Here's a 'df' I ran on Saturday, before informing CyberAxe that we had a fix to test:
customer@ip-10-185-214-61:~/storageserver/logs$ df -h Filesystem Size Used Avail Use% Mounted on /dev/xvda1 7.9G 1.5G 6.1G 19% / udev 293M 8.0K 293M 1% /dev tmpfs 60M 160K 60M 1% /run none 5.0M 0 5.0M 0% /run/lock none 298M 0 298M 0% /run/shm
Here's the result of a df run at about 2014-06-30T22:0930Z:
customer@ip-10-185-214-61:~/storageserver/logs$ df -h Filesystem Size Used Avail Use% Mounted on /dev/xvda1 7.9G 1.5G 6.1G 20% / udev 293M 8.0K 293M 1% /dev tmpfs 60M 160K 60M 1% /run none 5.0M 0 5.0M 0% /run/lock none 298M 0 298M 0% /run/shm customer@ip-10-185-214-61:~/storageserver/logs$
If I Understand Correctly the second df run above occurred *after* CyberAxe attempted another backup, and it failed in ticket:2254.
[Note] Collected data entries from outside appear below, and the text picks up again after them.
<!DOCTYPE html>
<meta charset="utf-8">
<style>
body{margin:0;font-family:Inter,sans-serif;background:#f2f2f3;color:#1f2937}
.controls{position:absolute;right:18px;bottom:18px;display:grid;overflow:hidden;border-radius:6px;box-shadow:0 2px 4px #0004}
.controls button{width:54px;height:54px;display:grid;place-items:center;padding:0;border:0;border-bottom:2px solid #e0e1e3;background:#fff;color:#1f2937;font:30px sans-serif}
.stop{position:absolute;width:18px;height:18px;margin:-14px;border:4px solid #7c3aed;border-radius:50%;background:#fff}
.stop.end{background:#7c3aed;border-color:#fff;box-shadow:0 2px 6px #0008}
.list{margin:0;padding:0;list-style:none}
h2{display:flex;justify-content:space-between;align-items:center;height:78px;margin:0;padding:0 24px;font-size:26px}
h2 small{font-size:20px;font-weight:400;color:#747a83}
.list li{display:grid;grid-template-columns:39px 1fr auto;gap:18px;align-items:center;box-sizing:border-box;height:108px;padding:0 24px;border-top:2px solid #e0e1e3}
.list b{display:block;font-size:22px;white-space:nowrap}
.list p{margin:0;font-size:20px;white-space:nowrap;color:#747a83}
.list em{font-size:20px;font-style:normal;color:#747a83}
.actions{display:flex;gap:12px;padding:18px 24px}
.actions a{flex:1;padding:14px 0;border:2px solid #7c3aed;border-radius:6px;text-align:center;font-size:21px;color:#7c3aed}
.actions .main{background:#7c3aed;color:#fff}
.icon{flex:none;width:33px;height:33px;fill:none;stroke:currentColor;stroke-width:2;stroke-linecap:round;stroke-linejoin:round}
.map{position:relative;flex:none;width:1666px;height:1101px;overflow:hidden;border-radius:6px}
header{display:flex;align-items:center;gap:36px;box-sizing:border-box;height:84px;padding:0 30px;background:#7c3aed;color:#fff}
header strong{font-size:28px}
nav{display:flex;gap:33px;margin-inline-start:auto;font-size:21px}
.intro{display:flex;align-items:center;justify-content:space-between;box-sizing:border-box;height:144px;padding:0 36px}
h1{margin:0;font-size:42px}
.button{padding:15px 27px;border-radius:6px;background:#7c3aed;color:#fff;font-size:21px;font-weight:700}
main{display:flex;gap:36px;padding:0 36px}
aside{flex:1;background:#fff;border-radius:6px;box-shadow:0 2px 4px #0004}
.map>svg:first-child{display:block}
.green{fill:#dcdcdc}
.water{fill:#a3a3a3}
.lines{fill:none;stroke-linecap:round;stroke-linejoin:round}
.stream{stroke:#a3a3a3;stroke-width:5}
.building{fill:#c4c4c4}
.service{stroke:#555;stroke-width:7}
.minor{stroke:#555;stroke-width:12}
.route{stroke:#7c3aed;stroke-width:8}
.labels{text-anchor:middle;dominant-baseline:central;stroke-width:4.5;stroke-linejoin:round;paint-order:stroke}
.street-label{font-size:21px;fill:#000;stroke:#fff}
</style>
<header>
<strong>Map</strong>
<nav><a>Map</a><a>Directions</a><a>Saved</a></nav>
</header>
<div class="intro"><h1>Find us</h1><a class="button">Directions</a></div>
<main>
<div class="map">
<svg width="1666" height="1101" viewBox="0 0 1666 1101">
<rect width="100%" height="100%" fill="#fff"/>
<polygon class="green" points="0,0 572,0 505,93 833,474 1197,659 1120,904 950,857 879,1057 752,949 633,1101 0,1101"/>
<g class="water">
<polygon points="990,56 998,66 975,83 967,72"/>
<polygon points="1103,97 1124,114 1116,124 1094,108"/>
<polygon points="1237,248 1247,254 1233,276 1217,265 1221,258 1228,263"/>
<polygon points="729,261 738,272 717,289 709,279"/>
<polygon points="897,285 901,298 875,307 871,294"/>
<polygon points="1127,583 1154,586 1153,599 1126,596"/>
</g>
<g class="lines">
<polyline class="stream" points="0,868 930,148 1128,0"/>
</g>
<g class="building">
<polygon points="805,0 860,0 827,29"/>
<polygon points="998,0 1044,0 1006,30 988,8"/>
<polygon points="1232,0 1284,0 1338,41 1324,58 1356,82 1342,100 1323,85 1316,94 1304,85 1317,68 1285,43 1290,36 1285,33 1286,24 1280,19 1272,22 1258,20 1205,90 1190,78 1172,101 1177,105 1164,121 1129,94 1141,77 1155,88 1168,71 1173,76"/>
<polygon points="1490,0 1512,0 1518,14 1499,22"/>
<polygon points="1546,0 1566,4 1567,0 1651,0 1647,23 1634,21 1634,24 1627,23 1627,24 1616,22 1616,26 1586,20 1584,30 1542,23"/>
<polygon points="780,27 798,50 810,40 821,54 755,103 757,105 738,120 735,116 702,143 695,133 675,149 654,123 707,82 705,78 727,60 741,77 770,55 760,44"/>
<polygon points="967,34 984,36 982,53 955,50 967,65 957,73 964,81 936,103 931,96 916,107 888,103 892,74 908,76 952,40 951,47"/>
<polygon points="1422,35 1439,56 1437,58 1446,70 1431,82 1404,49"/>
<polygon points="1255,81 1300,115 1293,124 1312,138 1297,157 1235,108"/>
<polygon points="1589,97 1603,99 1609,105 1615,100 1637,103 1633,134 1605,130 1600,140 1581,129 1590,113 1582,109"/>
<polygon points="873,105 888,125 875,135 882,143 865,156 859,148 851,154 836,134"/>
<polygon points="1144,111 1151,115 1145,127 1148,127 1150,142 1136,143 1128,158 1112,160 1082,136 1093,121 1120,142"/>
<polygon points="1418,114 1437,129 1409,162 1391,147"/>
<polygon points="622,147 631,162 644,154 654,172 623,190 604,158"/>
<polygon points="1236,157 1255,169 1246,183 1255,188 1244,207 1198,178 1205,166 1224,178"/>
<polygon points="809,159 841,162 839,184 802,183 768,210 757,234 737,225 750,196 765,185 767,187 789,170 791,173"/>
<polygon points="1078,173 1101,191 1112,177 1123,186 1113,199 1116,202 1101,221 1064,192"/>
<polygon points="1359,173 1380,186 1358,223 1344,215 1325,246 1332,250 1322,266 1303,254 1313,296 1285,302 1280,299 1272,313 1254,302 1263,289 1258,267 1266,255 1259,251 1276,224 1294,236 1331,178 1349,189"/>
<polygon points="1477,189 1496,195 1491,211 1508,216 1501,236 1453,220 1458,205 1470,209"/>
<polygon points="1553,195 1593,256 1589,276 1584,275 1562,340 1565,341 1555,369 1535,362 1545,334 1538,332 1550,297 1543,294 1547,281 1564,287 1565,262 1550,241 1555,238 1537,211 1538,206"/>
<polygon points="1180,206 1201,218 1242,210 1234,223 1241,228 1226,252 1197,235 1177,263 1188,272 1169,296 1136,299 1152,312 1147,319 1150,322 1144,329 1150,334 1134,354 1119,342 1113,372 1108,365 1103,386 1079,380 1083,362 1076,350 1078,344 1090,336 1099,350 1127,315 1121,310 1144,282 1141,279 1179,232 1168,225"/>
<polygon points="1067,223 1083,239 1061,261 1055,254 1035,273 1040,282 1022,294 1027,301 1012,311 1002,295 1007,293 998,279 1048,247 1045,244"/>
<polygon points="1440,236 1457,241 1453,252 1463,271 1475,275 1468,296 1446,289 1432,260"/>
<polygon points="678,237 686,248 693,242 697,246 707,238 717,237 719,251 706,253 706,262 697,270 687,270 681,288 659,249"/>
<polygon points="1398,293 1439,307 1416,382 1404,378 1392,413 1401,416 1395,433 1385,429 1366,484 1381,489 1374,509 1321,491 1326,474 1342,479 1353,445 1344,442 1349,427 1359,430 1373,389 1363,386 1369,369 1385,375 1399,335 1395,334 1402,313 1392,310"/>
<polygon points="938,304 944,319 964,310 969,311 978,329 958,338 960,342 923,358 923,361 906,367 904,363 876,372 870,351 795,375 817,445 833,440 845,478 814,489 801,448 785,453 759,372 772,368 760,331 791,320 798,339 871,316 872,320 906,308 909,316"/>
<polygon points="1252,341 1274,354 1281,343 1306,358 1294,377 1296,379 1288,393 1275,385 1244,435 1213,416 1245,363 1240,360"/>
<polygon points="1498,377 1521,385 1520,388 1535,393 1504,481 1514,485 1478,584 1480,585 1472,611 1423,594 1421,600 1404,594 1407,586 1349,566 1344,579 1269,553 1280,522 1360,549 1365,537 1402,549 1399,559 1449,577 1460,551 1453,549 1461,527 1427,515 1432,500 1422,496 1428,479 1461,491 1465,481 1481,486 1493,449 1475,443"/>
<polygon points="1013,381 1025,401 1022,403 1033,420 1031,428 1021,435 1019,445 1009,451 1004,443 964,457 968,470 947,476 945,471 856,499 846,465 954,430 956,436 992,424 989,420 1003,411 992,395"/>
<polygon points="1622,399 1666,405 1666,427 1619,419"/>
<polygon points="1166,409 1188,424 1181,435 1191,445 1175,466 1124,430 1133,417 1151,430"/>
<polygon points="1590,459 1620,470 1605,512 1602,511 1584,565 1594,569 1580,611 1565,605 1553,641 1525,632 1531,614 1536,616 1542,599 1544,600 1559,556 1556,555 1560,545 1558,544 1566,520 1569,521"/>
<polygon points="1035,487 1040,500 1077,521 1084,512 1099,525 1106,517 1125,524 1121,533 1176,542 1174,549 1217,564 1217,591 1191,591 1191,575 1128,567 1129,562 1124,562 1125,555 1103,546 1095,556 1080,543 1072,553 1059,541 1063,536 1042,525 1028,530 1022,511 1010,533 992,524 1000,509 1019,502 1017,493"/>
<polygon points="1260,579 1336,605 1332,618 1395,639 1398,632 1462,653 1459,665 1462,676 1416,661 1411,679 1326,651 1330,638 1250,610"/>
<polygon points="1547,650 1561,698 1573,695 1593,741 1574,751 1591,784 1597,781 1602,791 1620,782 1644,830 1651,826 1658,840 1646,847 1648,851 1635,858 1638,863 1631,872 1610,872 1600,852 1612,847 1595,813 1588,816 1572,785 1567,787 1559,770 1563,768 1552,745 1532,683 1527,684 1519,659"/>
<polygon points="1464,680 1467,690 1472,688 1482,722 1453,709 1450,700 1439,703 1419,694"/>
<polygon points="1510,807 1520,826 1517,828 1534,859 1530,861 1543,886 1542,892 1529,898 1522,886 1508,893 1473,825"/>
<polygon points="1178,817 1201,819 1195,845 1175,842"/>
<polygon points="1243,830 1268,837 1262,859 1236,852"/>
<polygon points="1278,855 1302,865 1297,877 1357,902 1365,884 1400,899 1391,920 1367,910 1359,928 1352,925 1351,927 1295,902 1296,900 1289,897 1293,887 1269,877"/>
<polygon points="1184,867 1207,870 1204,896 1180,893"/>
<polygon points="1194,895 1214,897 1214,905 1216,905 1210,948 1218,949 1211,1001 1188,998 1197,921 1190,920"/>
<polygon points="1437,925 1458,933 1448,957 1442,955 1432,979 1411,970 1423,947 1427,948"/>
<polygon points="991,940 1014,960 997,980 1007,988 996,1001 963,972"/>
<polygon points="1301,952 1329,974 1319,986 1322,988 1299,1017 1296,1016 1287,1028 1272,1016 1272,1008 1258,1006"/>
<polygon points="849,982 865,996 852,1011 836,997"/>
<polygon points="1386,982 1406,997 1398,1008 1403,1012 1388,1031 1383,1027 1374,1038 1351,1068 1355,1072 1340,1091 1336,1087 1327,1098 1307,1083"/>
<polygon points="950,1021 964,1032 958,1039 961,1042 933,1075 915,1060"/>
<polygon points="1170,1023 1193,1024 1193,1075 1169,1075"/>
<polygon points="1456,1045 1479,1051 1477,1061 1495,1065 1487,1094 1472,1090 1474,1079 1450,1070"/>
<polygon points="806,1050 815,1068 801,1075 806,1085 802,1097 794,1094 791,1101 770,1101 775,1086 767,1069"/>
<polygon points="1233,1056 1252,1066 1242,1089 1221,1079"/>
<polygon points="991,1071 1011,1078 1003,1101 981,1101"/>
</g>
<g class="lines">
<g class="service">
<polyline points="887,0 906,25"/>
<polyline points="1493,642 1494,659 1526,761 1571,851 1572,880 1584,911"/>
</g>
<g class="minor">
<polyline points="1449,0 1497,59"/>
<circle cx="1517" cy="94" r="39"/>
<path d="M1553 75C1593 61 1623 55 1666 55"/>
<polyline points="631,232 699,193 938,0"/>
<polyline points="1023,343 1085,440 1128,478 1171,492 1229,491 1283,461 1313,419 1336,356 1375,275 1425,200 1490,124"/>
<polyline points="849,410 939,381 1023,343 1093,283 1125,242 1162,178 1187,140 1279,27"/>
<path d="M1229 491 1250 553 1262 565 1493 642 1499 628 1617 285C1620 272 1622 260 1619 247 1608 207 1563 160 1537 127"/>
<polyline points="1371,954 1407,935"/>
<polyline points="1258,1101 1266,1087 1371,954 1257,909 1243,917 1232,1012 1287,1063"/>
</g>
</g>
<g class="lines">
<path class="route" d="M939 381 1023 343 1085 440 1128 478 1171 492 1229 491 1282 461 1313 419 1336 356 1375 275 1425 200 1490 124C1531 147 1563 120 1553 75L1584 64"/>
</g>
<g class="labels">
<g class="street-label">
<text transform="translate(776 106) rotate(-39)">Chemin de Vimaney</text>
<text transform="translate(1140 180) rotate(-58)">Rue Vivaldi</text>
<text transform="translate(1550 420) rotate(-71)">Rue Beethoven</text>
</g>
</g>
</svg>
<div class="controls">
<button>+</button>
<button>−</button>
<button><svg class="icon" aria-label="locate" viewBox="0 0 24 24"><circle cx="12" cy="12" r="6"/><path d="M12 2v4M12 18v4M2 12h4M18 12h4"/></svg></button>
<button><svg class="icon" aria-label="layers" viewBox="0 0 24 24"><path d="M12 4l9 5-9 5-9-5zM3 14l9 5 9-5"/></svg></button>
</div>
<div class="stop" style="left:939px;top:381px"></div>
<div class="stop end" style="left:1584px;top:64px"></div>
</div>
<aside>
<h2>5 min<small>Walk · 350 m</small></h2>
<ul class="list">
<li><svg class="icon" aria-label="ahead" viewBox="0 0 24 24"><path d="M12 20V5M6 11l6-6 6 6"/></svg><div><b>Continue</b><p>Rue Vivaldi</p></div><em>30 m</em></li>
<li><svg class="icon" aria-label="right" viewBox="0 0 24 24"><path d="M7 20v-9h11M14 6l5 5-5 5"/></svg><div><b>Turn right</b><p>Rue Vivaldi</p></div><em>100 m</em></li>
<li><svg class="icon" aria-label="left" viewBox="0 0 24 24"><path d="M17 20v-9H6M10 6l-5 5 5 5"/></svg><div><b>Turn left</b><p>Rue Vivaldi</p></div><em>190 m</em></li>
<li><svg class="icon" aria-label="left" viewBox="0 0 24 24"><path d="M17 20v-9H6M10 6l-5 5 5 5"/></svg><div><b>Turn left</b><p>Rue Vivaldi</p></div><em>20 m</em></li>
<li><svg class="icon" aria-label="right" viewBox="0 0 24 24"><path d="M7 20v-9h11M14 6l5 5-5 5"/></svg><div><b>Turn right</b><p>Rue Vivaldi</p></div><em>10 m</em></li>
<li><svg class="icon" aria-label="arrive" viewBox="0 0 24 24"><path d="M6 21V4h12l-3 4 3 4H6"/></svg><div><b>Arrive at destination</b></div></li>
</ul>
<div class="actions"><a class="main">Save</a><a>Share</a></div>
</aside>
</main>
comment:3 Changed at 2014-07-11T17:26:50Z by CyberAxe
I tested this and can now backup/restore files after Za cleaned out the servers log files.
comment:4 Changed at 2014-07-24T00:25:47Z by daira
- Cc daira removed
- Component changed from unknown to code-frontend-cli
- Description modified (diff)
- Keywords file removed
This is probably related to #2254 -- it is happening on the same server as #2254 is and both error messages have to do with the server's filesystem being full.